Just what is it that convinces people diplomats are part of a mystical realm of government espionage and global secrecy?

Maybe it’s the notion of working in a foreign country, where they provide the government with information that assists in policy-making decisions.

Maybe it’s the fact that diplomats, while situated at an embassy, often have an up-close and personal experience with issues in other countries.

Or maybe people just “watch too many Hollywood movies,” says Clive Wright, head of the foreign policy team at the British High Commission in Ottawa.

He chuckles a little at the question.

“It’s probably common knowledge that certain countries go to great lengths to try to get hold of information that we don’t want to give them,” he says.

“Some countries would welcome access to technology secrets and things like that.”

But there’s more to being a diplomat than the Hollywood idea that they exist within a web of government secrecy.

Diplomats are spokespeople for countries to negotiate important policy issues with one another.

Wright and his team are just one example. They are in charge of tracking Canadian foreign policy on a range of issues, including the Arab Spring, a wave of citizen revolts in the Arab world that began in December 2010.

“What we’re doing is a combination of two things. It’s tracking that policy evolution so that we can report back to our government in London [that] this is the Canadian thinking on this particular subject,” he says.

“And at the same time,[we are] making sure that we have information from our foreign ministry about the [United Kingdom’s] policy toward those same issues, so that we can talk to the Canadian government directly about our views on whatever the issue is.”
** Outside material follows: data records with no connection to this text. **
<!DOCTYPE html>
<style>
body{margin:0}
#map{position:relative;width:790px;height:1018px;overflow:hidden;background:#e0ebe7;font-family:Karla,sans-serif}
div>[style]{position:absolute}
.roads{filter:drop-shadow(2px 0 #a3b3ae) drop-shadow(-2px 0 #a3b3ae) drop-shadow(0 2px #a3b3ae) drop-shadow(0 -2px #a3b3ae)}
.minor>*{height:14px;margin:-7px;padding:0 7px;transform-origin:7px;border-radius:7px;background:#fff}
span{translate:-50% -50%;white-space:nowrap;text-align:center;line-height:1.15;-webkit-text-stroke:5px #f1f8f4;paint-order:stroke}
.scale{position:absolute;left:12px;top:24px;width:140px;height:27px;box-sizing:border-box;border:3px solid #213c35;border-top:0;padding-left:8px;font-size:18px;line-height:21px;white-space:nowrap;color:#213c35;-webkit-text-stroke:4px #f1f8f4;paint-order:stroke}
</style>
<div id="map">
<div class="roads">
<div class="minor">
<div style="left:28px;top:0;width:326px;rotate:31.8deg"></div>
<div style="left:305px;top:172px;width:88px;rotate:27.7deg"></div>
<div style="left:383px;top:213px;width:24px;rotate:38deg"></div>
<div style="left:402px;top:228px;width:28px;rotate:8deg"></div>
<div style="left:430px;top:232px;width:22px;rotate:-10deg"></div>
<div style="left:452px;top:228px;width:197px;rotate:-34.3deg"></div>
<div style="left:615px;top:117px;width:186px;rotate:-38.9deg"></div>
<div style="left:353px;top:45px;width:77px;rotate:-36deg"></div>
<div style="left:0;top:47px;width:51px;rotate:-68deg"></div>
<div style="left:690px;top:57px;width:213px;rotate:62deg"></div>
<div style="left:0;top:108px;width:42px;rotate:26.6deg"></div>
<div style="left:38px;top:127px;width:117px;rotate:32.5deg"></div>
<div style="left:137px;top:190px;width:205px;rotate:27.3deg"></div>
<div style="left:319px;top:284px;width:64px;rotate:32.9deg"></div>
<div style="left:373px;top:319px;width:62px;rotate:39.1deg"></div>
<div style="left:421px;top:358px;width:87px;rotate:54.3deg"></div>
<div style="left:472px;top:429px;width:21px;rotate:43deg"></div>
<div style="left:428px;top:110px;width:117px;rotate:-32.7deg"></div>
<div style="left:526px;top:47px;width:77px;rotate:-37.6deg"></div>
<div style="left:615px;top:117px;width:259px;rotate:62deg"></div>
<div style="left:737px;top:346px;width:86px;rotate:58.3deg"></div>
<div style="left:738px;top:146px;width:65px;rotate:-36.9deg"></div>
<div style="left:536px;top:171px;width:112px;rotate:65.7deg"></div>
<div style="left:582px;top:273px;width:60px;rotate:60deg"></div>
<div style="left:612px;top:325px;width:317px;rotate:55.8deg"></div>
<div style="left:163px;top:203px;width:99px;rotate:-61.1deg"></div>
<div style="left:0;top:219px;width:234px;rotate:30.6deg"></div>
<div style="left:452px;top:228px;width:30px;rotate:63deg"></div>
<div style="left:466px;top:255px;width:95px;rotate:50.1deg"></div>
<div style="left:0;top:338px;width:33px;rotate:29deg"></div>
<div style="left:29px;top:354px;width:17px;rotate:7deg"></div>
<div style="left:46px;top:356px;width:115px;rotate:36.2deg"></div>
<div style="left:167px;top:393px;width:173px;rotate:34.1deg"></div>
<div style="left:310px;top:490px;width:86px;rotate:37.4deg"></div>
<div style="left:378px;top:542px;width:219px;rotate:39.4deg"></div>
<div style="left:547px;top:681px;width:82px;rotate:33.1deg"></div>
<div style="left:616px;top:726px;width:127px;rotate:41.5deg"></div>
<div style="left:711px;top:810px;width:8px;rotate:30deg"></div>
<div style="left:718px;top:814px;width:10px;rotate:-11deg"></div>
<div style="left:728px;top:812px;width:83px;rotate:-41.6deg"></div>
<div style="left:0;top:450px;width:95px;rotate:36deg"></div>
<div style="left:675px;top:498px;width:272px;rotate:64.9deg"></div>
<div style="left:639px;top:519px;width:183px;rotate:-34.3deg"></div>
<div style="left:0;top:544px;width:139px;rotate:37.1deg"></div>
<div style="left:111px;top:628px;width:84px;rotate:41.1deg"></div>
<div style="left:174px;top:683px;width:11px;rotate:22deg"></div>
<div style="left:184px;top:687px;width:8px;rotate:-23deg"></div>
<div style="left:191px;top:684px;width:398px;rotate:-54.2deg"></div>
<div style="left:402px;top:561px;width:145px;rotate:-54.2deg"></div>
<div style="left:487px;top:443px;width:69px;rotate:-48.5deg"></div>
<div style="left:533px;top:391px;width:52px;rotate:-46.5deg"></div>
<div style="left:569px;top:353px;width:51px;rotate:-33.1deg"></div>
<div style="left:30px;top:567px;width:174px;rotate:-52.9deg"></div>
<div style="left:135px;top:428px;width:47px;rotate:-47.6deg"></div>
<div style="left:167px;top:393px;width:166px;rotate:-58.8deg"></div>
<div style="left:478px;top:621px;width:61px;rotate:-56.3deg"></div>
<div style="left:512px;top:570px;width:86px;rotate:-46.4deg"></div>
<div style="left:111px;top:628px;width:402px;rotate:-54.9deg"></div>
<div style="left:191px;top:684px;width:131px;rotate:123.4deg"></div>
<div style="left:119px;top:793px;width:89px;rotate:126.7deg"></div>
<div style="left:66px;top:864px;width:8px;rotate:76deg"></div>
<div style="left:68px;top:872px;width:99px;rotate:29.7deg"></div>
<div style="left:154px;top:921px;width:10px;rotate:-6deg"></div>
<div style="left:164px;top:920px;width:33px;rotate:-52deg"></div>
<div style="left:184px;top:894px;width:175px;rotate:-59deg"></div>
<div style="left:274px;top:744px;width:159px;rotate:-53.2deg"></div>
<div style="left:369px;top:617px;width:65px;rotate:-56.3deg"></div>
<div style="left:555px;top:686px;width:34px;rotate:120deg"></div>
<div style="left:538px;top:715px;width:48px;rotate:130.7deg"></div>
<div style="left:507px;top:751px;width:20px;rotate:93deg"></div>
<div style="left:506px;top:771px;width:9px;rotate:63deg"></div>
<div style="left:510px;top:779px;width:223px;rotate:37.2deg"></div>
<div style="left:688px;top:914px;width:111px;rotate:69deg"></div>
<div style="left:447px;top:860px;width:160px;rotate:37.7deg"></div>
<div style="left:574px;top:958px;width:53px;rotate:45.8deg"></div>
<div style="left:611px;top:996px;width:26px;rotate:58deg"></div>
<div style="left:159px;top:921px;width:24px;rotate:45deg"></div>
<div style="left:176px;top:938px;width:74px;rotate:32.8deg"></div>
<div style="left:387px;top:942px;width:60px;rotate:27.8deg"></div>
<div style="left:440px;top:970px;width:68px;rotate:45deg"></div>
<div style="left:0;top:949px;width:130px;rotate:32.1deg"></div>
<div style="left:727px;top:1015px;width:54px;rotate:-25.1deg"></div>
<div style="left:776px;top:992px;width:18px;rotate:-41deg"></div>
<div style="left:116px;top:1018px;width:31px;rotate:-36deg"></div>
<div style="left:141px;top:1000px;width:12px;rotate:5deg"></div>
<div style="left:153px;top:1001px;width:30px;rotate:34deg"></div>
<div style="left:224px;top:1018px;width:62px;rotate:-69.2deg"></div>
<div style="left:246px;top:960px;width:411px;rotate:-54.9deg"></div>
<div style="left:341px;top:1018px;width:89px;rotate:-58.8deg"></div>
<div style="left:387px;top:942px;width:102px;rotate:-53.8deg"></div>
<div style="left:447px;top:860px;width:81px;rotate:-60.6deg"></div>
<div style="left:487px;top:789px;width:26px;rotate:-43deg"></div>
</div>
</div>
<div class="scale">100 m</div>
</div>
But diplomats can work in many different areas, explains Paul Young, an RCMP police advisor for Canada to the United Nations.

“In any given embassy, you will find diplomats that are working in the area of political affairs, human rights, policing matters, military matters, [and] peacekeeping,” Young says.

But no matter what area a diplomat serves in, it’s crucial they always remain professional and put their own views aside.

This allows the government’s opinion to be expressed, he says.

“[Diplomats] are expected to have the ability to listen to the point of view of everybody else, whether they agree or disagree with it, and be able to express themselves in a very cordial way, in a manner that doesn’t offend anybody,” Young says.

At briefings, diplomats gather and have an equal opportunity to express these government views and listen to the ideas of others, he says.

But sometimes, countries themselves have different opinions and agreements can’t always be made.

“In certain circumstances, you would look for a common ground if there’s a disagreement,” Wright says. “That’s the nature of the job in many ways — to reach that sort of compromise and to negotiate a good way forward.”

For diplomats to fully grasp a country’s ideas and convey those to their government, they’re deployed to one location for about four years, Wright says.

During that time, they work to understand the way the country’s people think and how its political system functions, he adds. Then, they move on to somewhere new. Many countries aren’t adequate for raising a family, which is one reason for constant traveling.

Diplomats may also need to try slightly different kinds of work to gain experience, Young says.

“You also have to realize that a lot of these diplomats are in places that aren’t as hospitable,” he says. “If you have a diplomat that’s stationed in a failing state . . . for three or four years, [they] may want to move.”

Threats to physical safety, eruption of civil war, or a government’s opposition to an issue in the foreign country are all factors that may cause an embassy to close, Young says.

Alternatively, the host country can simply decide it no longer wants that embassy there, he says.

“But one of the disadvantages to not having an embassy . . . is that you lose those eyes and ears on the ground . . . and [it becomes] much more difficult to understand what they’re thinking,” Wright says.

Although history may suggest some of these eyes and ears have been used to spy, “whether or not [those allegations] have been held to be true depends on the investigation,” Young says.

Simply, a diplomat must be the voice of a government’s views.

“It’s not as glamorous a life as those movies make out,” Wright says.